**What is expected:**
Determine how many lines of the entries include the word "import", and report that number with no further text.

(Collected data)
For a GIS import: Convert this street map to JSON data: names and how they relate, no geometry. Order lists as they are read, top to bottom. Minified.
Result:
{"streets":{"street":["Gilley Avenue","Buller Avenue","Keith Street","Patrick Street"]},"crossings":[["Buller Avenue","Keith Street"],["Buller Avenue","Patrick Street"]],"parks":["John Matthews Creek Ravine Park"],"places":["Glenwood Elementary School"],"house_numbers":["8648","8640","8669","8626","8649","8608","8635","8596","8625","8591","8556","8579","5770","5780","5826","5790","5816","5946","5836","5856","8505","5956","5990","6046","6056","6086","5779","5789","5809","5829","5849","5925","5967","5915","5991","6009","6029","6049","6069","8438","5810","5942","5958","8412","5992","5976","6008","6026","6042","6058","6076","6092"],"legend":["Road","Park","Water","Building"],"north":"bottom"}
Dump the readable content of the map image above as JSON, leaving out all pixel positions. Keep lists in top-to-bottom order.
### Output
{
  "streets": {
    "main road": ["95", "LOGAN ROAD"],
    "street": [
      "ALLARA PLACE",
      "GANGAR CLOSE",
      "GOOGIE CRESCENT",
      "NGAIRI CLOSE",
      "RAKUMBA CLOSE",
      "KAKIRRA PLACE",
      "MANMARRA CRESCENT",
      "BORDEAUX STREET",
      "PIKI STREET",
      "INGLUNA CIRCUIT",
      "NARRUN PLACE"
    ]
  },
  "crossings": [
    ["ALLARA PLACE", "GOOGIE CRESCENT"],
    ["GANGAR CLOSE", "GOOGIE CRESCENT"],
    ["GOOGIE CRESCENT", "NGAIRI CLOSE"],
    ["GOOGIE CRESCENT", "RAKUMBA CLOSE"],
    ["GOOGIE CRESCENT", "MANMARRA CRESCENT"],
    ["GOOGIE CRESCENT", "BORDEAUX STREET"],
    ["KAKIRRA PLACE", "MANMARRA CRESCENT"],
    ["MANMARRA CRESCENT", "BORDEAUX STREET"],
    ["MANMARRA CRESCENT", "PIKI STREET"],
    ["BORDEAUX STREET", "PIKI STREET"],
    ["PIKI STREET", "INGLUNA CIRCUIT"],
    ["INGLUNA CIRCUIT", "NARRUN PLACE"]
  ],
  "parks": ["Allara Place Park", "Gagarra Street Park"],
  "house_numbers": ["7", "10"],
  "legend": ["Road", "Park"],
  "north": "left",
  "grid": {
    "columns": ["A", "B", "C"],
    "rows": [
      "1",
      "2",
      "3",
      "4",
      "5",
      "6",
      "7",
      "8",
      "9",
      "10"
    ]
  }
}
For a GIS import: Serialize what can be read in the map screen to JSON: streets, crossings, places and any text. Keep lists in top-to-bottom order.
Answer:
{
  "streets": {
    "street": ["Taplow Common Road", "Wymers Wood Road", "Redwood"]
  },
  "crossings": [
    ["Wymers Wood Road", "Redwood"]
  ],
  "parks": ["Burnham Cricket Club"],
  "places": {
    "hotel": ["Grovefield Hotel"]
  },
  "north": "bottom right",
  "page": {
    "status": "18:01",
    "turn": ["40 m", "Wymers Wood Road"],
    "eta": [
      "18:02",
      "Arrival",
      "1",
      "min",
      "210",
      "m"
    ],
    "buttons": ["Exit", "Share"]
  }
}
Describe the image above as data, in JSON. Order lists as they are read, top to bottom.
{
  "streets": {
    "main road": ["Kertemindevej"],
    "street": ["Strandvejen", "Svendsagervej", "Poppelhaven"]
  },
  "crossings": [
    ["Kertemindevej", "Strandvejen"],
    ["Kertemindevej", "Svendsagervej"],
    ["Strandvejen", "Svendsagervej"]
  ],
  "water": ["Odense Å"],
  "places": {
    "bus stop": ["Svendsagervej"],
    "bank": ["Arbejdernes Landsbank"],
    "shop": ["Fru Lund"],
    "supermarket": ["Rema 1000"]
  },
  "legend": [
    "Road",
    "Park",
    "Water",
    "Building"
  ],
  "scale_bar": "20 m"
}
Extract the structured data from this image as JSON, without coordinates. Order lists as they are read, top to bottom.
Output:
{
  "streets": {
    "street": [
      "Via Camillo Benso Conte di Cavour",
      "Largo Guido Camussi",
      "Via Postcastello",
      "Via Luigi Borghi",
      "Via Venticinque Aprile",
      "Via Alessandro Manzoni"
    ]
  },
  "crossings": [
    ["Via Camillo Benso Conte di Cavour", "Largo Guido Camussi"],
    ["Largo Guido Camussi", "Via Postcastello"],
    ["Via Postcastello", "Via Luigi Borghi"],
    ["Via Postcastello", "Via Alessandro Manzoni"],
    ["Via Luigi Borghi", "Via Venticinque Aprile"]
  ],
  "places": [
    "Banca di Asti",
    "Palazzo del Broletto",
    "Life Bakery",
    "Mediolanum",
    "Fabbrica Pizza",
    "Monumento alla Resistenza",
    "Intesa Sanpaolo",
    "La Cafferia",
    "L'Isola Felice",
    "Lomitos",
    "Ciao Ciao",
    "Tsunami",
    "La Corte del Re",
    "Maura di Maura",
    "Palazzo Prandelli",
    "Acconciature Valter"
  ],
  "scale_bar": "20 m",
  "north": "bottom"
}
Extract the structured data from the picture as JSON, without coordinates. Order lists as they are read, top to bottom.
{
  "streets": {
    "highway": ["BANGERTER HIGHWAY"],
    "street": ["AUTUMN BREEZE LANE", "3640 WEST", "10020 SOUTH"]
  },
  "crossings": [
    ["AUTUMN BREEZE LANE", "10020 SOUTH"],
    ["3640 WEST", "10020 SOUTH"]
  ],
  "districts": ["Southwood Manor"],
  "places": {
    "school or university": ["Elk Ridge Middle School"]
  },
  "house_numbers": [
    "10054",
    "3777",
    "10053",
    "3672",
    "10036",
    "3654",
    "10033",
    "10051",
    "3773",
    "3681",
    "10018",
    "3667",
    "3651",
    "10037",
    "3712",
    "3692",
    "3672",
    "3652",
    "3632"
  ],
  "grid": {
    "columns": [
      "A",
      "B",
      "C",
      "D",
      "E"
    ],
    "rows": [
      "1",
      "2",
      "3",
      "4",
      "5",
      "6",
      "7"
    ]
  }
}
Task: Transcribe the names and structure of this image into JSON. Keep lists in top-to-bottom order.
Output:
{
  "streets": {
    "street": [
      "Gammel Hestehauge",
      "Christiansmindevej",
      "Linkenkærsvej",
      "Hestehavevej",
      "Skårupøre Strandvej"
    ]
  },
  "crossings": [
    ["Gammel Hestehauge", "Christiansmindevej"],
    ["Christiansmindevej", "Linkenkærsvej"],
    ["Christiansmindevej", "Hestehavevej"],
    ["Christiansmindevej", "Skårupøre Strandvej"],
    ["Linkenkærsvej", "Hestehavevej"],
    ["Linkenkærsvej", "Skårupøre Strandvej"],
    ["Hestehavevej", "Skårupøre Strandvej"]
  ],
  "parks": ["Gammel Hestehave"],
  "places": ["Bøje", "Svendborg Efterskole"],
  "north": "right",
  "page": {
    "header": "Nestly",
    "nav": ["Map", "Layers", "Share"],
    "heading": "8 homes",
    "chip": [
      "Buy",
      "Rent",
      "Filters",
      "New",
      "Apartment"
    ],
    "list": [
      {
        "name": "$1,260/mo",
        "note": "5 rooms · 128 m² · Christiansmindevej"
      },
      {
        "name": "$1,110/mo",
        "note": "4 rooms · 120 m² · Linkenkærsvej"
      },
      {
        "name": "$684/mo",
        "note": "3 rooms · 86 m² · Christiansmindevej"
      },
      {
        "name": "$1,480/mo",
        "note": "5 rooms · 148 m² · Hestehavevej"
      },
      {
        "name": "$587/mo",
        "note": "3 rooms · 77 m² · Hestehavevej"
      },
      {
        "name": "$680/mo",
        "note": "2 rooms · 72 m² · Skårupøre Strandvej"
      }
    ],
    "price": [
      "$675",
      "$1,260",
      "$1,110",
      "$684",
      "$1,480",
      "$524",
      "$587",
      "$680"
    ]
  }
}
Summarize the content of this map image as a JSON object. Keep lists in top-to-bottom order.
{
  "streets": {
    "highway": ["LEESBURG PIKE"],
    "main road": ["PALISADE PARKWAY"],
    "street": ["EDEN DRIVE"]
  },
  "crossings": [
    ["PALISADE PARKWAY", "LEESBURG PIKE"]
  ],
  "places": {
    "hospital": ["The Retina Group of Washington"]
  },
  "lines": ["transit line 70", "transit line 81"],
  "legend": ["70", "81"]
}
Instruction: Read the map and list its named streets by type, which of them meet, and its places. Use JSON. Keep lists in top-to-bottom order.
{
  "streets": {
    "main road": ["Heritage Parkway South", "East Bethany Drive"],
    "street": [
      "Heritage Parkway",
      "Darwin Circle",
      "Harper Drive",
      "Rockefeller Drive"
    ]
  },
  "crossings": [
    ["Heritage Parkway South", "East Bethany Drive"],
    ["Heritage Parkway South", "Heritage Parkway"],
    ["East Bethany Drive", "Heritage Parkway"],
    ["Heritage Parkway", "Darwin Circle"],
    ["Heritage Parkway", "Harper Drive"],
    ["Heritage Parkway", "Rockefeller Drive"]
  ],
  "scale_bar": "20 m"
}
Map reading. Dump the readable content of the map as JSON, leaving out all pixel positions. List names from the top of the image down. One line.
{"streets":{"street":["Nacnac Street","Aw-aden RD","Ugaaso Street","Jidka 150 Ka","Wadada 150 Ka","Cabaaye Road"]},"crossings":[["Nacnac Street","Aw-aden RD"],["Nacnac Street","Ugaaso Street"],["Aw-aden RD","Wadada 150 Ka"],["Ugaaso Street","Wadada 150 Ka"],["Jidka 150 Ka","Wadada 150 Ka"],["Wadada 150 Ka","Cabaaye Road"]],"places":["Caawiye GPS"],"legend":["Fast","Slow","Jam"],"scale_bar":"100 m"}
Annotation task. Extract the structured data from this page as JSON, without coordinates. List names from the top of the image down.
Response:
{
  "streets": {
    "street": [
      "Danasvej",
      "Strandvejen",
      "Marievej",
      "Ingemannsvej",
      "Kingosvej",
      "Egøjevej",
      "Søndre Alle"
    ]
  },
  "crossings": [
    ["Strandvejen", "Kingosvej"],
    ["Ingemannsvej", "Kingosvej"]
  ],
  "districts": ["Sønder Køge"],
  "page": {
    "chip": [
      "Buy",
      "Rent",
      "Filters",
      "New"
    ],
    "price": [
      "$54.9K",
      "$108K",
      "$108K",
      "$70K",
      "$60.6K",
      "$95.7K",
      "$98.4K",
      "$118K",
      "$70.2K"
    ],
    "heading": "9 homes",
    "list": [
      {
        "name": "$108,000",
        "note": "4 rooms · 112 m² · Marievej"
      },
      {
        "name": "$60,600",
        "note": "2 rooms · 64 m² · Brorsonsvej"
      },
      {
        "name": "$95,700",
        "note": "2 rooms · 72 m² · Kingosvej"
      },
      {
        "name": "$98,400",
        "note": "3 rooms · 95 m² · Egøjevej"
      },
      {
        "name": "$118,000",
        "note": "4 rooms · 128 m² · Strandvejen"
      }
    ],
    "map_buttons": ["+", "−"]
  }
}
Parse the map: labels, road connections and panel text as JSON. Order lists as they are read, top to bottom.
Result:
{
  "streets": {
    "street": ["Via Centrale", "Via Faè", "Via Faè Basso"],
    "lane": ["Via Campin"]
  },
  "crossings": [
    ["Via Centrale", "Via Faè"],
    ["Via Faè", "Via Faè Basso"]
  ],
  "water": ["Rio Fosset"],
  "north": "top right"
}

**Output below:**
2